- PROBLEM DESCRIPTION: In the listing below, identify each line with the word "html" and return those lines.

- PROVIDED RECORDS:

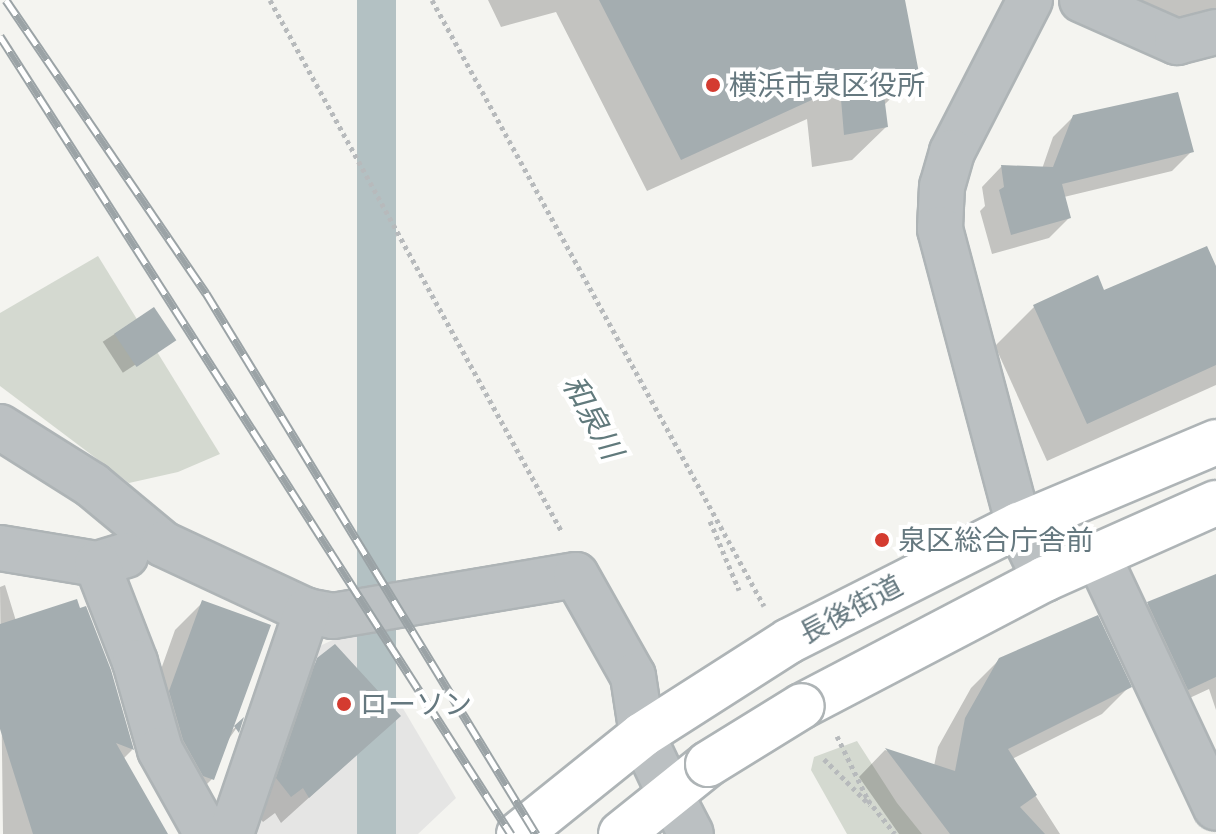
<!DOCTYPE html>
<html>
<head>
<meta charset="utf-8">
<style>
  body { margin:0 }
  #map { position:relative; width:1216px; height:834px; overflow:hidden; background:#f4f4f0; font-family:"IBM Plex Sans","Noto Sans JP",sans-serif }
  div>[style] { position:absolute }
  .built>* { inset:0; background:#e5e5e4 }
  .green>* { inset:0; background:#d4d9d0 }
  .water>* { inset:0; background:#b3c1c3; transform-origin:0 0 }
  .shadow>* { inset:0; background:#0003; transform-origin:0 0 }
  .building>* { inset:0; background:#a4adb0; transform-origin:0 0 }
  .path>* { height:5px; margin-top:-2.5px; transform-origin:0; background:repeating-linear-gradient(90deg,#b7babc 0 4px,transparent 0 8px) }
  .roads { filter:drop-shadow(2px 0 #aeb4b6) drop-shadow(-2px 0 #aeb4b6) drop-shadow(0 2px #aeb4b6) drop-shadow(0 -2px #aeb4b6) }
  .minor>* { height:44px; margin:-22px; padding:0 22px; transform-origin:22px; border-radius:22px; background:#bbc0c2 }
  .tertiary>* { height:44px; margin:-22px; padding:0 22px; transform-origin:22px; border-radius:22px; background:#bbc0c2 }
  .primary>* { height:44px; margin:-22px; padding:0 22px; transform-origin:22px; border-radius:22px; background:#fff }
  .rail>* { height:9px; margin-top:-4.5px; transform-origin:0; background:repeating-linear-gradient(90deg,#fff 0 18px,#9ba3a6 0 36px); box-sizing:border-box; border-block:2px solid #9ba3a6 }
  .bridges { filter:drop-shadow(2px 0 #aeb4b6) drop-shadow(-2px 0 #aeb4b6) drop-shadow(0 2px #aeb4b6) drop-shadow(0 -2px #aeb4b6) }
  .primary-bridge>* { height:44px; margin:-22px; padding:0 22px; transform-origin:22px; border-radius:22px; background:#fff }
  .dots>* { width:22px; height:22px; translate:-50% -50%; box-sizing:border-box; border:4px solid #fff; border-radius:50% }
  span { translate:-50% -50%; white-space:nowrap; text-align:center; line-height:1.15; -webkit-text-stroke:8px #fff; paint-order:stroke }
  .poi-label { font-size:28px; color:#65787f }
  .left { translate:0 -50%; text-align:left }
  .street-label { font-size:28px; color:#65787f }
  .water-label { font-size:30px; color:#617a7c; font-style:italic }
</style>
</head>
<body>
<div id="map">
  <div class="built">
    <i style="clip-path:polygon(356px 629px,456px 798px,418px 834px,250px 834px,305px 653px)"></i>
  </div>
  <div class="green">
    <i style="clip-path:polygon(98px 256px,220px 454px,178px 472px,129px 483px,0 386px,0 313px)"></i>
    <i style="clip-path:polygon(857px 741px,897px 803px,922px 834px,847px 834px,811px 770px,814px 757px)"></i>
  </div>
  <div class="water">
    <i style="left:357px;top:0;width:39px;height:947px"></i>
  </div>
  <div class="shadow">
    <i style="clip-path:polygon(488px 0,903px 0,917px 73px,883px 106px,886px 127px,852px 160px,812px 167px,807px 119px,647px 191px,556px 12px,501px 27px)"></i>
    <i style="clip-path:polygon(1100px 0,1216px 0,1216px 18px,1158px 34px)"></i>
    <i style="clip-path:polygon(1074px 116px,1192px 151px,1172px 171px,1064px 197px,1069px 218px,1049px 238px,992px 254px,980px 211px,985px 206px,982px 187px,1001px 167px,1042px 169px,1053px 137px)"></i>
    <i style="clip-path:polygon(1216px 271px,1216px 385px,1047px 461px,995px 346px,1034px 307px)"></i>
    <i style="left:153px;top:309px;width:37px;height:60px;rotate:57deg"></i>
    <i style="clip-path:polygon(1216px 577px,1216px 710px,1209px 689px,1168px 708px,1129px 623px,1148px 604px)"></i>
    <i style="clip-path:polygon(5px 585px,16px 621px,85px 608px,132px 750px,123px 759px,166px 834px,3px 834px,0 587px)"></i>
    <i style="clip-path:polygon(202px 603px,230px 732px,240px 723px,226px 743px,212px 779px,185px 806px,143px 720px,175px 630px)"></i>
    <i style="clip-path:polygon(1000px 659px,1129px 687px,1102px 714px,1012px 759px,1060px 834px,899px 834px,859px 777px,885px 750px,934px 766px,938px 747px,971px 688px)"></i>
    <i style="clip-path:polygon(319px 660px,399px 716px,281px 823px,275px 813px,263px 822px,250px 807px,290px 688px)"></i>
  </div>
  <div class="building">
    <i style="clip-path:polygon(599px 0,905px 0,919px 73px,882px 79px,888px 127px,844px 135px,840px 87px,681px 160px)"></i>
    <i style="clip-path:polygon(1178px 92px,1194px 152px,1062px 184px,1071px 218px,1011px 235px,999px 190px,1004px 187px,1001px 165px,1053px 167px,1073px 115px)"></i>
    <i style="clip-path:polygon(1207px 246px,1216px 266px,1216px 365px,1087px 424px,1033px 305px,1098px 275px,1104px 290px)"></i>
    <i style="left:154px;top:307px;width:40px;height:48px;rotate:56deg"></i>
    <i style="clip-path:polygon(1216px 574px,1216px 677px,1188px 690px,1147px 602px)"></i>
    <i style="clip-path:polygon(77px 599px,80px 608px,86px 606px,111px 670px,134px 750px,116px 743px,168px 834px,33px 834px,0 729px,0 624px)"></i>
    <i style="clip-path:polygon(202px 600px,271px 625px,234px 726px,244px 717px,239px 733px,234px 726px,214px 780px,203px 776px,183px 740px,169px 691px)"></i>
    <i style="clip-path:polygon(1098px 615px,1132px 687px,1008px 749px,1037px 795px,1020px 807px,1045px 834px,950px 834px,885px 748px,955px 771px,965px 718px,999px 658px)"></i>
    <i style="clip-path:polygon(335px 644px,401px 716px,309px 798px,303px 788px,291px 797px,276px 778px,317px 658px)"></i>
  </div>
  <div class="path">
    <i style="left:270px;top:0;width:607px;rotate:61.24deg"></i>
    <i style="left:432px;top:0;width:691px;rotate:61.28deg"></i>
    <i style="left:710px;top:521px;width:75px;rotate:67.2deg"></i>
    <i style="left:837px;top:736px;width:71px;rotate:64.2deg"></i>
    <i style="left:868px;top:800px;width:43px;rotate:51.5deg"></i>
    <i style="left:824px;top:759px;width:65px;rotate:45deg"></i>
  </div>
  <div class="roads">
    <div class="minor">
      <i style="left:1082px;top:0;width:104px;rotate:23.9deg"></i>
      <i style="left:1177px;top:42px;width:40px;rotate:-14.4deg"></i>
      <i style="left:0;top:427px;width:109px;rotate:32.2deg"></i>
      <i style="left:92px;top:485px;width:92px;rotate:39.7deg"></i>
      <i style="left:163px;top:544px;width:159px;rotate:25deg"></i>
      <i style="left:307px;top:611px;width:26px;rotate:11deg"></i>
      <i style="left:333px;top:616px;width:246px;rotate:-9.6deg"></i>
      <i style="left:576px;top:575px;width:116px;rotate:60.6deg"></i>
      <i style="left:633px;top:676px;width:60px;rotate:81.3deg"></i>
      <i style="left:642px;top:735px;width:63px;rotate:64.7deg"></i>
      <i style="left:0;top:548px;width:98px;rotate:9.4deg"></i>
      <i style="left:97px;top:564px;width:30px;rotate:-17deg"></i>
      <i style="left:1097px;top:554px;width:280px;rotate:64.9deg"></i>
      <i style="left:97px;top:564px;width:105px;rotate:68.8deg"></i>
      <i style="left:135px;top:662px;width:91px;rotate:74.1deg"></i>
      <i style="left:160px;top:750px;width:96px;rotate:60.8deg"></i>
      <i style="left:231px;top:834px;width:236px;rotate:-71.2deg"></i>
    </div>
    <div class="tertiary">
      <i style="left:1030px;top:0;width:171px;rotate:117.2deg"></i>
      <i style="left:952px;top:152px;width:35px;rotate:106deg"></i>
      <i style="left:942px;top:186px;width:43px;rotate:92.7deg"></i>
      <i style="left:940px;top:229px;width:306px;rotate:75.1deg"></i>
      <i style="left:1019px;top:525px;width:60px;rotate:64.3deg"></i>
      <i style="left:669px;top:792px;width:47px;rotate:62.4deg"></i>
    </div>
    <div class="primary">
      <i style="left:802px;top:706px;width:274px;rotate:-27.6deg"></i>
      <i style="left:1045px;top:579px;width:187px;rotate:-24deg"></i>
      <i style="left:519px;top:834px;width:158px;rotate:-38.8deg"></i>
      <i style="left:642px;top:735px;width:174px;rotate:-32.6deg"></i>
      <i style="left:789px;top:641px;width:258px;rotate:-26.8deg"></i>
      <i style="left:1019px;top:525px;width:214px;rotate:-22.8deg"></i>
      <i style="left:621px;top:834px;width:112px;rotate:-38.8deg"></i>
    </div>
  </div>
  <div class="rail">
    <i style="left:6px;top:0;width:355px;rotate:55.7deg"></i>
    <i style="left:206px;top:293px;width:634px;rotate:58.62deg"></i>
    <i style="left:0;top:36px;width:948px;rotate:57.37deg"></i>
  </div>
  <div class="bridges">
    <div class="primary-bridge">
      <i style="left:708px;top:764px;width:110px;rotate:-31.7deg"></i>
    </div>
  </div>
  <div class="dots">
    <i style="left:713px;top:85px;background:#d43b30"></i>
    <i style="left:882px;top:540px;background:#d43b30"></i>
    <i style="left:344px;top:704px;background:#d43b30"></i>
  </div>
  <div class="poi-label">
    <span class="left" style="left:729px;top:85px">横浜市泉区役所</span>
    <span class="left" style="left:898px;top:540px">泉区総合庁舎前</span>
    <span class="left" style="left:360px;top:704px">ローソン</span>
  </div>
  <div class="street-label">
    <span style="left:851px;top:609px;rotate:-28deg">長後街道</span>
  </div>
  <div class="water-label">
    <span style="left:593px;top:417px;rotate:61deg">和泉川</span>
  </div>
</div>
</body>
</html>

---

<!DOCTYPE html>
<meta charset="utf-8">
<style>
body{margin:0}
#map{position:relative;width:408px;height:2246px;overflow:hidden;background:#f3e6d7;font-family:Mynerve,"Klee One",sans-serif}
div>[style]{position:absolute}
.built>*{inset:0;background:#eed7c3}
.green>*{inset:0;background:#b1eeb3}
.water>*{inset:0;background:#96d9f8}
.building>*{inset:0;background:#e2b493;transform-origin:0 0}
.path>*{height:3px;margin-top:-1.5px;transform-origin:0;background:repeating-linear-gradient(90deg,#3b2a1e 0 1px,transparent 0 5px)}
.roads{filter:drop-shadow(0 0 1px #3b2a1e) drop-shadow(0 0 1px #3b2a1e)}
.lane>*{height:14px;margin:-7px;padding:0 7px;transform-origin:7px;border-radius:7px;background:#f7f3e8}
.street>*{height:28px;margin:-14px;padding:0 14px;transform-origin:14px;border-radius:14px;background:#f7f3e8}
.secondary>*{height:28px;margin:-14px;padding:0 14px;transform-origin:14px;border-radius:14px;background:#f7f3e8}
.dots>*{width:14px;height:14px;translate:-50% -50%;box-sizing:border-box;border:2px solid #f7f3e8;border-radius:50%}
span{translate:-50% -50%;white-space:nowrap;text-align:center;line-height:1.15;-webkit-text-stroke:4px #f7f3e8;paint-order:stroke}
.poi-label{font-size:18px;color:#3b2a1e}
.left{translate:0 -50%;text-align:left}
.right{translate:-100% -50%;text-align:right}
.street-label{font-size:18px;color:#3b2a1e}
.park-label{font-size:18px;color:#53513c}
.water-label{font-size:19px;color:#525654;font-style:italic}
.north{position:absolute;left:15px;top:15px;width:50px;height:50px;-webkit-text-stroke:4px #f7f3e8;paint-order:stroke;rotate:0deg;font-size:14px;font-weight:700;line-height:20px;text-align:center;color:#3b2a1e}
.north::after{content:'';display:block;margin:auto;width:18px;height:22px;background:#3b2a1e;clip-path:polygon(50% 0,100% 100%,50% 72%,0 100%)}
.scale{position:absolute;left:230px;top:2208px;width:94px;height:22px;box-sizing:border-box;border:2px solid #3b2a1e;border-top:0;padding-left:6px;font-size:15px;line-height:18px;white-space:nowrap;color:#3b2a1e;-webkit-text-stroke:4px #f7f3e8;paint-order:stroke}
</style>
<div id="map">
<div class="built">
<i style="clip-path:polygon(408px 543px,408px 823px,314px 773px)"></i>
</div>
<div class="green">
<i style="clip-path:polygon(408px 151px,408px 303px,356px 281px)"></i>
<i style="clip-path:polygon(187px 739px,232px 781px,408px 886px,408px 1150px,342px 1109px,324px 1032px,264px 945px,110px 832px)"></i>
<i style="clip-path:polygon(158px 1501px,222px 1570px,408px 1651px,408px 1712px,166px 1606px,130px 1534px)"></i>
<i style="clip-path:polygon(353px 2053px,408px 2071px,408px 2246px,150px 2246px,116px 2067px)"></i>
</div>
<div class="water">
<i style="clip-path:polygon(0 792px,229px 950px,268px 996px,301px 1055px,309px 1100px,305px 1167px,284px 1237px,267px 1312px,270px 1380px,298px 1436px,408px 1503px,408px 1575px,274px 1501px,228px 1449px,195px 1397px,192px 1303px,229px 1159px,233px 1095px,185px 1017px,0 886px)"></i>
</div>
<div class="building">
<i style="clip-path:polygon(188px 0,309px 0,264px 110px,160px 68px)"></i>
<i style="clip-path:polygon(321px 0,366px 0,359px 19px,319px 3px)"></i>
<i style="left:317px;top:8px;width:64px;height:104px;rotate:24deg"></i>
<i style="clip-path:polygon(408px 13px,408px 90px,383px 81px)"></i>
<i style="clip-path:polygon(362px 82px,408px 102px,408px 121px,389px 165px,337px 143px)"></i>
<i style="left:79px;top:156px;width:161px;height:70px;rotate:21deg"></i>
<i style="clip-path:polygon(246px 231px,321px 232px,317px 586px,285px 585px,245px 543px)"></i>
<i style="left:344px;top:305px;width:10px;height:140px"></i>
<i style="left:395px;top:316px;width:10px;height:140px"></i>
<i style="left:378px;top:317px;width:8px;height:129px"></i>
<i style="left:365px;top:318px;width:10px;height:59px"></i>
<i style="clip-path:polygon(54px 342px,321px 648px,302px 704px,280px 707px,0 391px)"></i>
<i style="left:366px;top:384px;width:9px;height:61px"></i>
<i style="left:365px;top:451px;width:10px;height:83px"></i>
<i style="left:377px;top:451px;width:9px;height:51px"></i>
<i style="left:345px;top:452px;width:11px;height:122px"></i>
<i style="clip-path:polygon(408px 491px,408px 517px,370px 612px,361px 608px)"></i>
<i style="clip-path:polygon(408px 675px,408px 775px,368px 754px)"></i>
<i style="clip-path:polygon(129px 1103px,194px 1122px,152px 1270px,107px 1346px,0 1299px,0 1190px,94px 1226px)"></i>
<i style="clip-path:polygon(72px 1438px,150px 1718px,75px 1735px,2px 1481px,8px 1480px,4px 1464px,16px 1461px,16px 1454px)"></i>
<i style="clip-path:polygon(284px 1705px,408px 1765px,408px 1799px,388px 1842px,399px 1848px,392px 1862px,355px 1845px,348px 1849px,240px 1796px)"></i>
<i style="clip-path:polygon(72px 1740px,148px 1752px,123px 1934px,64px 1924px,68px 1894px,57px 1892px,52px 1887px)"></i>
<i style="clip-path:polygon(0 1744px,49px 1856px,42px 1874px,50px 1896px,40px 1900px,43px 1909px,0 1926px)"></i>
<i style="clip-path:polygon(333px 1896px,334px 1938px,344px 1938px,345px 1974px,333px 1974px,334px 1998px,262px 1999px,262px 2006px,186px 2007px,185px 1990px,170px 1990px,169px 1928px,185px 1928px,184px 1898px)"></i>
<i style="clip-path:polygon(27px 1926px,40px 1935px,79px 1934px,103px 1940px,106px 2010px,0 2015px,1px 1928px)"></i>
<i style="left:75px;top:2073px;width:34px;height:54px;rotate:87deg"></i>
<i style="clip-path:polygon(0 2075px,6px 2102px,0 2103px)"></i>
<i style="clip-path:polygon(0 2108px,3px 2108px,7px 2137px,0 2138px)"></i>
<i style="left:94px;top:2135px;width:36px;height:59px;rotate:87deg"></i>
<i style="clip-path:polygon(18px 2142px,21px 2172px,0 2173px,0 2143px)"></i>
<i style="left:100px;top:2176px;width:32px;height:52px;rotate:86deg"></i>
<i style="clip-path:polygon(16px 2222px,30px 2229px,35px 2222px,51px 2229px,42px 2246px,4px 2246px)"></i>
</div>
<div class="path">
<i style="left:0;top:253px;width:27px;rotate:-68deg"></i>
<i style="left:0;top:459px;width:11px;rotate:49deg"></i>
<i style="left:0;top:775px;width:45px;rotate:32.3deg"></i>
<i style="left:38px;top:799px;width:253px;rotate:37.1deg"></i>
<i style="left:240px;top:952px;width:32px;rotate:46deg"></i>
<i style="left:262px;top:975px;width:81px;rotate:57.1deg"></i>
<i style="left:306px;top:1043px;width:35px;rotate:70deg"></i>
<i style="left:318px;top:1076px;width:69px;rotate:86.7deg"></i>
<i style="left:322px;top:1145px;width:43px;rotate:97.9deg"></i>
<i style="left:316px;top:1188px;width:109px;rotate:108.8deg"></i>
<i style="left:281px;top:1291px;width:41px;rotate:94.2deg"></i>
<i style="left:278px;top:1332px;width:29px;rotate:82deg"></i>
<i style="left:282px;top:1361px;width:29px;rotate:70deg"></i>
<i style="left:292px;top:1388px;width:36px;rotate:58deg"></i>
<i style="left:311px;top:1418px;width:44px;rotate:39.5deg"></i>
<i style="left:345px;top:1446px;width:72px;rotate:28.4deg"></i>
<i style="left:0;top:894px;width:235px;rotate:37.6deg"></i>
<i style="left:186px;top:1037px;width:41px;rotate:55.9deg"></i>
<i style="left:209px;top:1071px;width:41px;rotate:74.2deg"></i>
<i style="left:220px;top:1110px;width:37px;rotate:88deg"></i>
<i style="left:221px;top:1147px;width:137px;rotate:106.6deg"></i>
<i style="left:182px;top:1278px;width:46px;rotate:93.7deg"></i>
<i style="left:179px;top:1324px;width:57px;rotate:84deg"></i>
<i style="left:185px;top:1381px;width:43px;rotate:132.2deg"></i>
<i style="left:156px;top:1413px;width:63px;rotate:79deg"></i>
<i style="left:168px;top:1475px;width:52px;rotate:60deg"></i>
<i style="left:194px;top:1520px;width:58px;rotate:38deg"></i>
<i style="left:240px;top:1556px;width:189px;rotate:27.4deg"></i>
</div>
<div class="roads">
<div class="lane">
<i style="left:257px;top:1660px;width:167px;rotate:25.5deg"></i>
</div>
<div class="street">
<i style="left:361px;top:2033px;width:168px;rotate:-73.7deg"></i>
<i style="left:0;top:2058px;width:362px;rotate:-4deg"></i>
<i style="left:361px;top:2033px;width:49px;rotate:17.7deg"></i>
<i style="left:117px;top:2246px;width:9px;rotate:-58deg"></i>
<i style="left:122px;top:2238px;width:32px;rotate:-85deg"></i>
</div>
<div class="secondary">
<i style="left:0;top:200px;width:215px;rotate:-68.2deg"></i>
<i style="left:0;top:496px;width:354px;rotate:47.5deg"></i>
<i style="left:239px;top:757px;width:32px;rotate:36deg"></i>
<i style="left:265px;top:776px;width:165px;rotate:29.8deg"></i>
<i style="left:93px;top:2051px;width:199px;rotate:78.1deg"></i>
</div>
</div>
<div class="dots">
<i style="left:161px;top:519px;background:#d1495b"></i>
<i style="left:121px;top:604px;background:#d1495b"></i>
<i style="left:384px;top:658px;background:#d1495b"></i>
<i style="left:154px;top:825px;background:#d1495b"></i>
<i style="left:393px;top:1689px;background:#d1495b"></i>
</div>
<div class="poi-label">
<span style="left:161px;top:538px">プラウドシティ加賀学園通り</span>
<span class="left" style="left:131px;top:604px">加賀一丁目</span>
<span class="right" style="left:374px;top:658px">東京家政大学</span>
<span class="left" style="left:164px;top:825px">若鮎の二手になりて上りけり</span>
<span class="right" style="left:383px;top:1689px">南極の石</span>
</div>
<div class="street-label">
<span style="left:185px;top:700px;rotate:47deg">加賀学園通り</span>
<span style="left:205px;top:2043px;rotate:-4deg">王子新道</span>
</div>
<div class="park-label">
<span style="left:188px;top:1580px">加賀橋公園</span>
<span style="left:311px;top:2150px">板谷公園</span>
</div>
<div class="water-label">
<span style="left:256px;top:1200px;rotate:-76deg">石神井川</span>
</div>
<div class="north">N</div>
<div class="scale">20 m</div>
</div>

- OUTPUT:
<!DOCTYPE html>
<html>
</html>
<!DOCTYPE html>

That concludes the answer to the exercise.